Keep Server Online
If you find the Apache Lounge, the downloads and overall help useful, please express your satisfaction with a donation.
or
A donation makes a contribution towards the costs, the time and effort that's going in this site and building.
Thank You! Steffen
Your donations will help to keep this site alive and well, and continuing building binaries. Apache Lounge is not sponsored.
| |
|
Topic: mod_h2 + mod_php - can requests be serviced in parallel? |
|
Author |
|
hredelmyer
Joined: 23 Jan 2016 Posts: 1 Location: canada, vancouver
|
Posted: Sun 24 Jan '16 20:59 Post subject: mod_h2 + mod_php - can requests be serviced in parallel? |
|
|
For reasons beyond my control I need to use mod_php with Apache.

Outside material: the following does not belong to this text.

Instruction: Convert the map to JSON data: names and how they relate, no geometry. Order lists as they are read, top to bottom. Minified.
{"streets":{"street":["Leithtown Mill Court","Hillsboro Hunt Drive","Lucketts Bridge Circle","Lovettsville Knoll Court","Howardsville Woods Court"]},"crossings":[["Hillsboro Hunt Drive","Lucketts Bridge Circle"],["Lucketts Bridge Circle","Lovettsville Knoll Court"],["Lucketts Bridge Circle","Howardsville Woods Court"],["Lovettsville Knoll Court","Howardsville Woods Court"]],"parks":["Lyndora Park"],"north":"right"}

I was playing with mod_h2. My web page does a lot of requests to the service on loading that are handled by PHP.
Without mod_h2 enabled, these are a farmed out to several httpd processes - as many as the browser deigns to send in parallel.
With mod_h2 enabled, all the requests seem to be sent to a single httpd process and are processed one at a time. The page therefore loads twice as slowly than without h2. I was hoping to be able to process more of the requests in parallel.
Questions:
1) Is there a way of configuring mod_php + mod_h2 to allow more than one httpd process to handle the requests?

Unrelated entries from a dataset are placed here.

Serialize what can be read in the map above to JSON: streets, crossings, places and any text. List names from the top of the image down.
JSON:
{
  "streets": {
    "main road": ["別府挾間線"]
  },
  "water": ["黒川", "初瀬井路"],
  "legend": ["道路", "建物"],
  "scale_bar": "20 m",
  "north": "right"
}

2) Would fastcgi send the requests off to several different PHP processes or does it suffer the same problem?
3) If I used nginx to handle the http2 and forward the requests to the apache server would I get more parallelism?

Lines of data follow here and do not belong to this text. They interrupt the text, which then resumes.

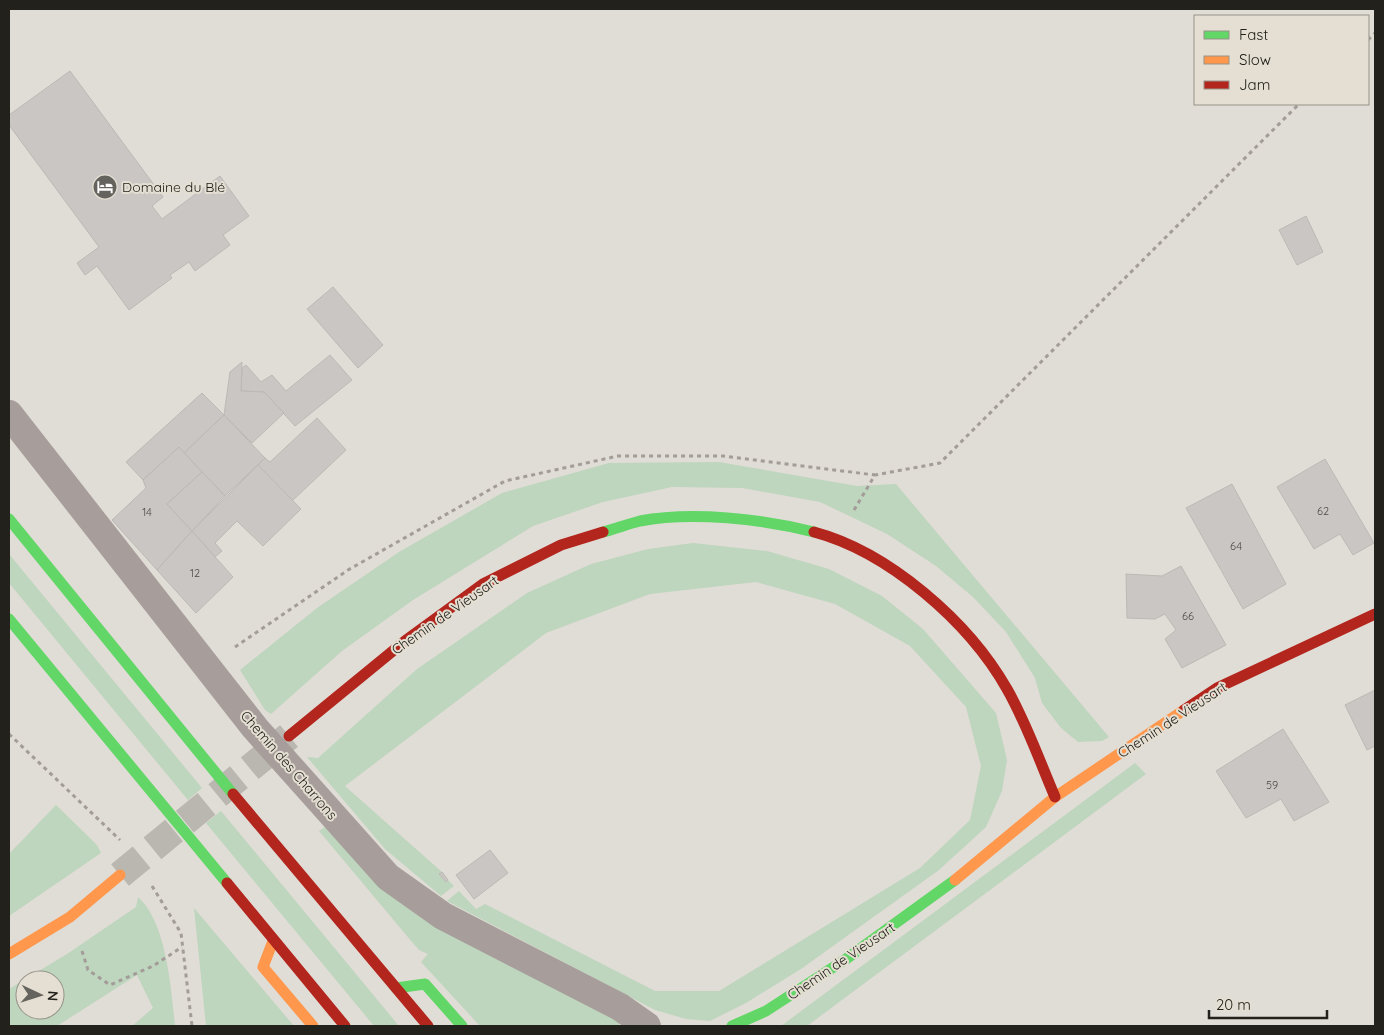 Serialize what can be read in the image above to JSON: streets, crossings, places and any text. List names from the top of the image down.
{
  "streets": {
    "main road": ["Chemin de Vieusart"],
    "street": ["Chemin des Charrons"]
  },
  "places": {
    "hotel": ["Domaine du Blé"]
  },
  "house_numbers": [
    "62",
    "14",
    "64",
    "12",
    "66",
    "59"
  ],
  "legend": ["Fast", "Slow", "Jam"],
  "scale_bar": "20 m",
  "north": "right"
} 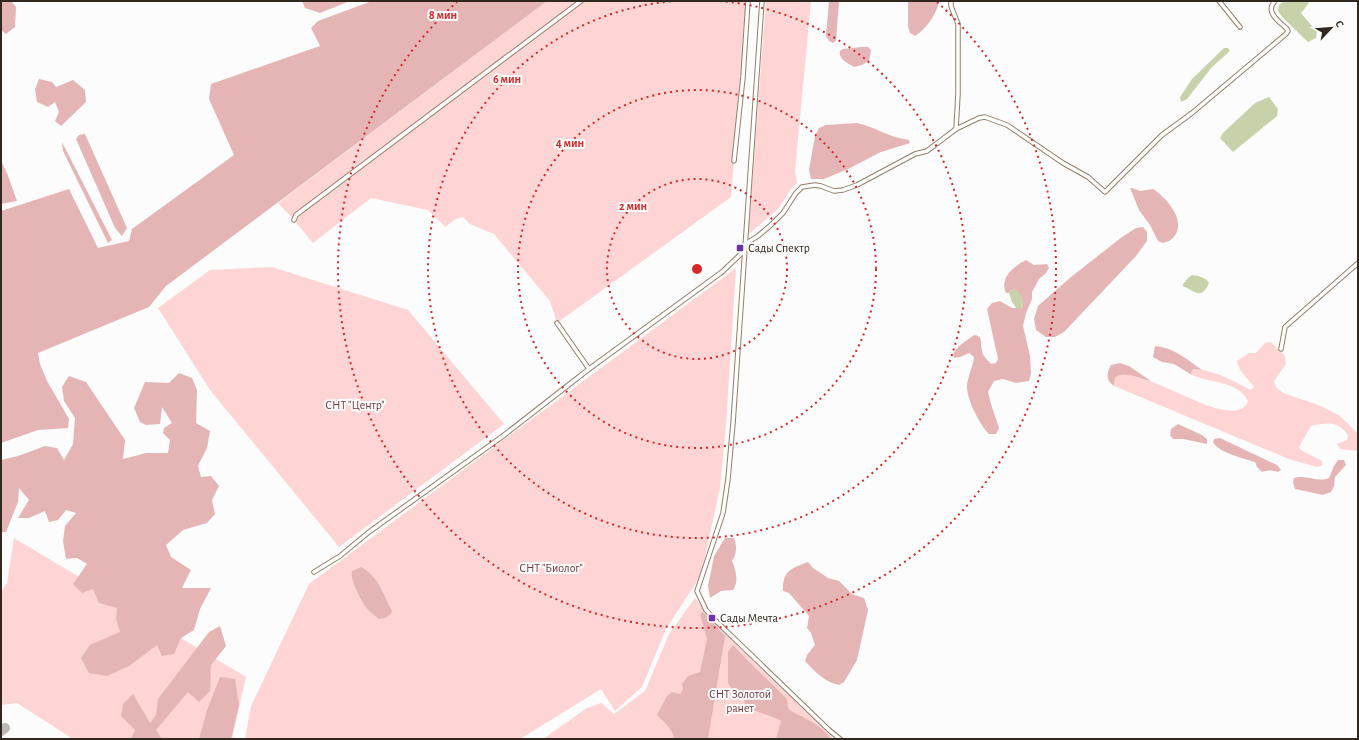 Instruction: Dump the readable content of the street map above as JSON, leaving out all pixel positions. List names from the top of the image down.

4) Has anyone come up with a google or other search engine query that can actually find useful information on this topic?
Thanks
Horace |
|
Back to top |
|
covener
Joined: 23 Nov 2008 Posts: 59
|
Posted: Sun 24 Jan '16 22:41 Post subject: |
|
|
Presumably you're on prefork, There's no way way to redistribute the requests on a single h2 connection and no safe way to run them through mop_php in parallel.
FastCGI would be able to run in parallel, out of process. At that point you'd bail on prefork too. |
|
Back to top |
|
icing
Joined: 22 Sep 2015 Posts: 41 Location: Münster, Germany
|
Posted: Tue 26 Jan '16 11:52 Post subject: |
|
|
As Eric wrote, fastcgi should be the way to go foward, if you can make it work with your php app.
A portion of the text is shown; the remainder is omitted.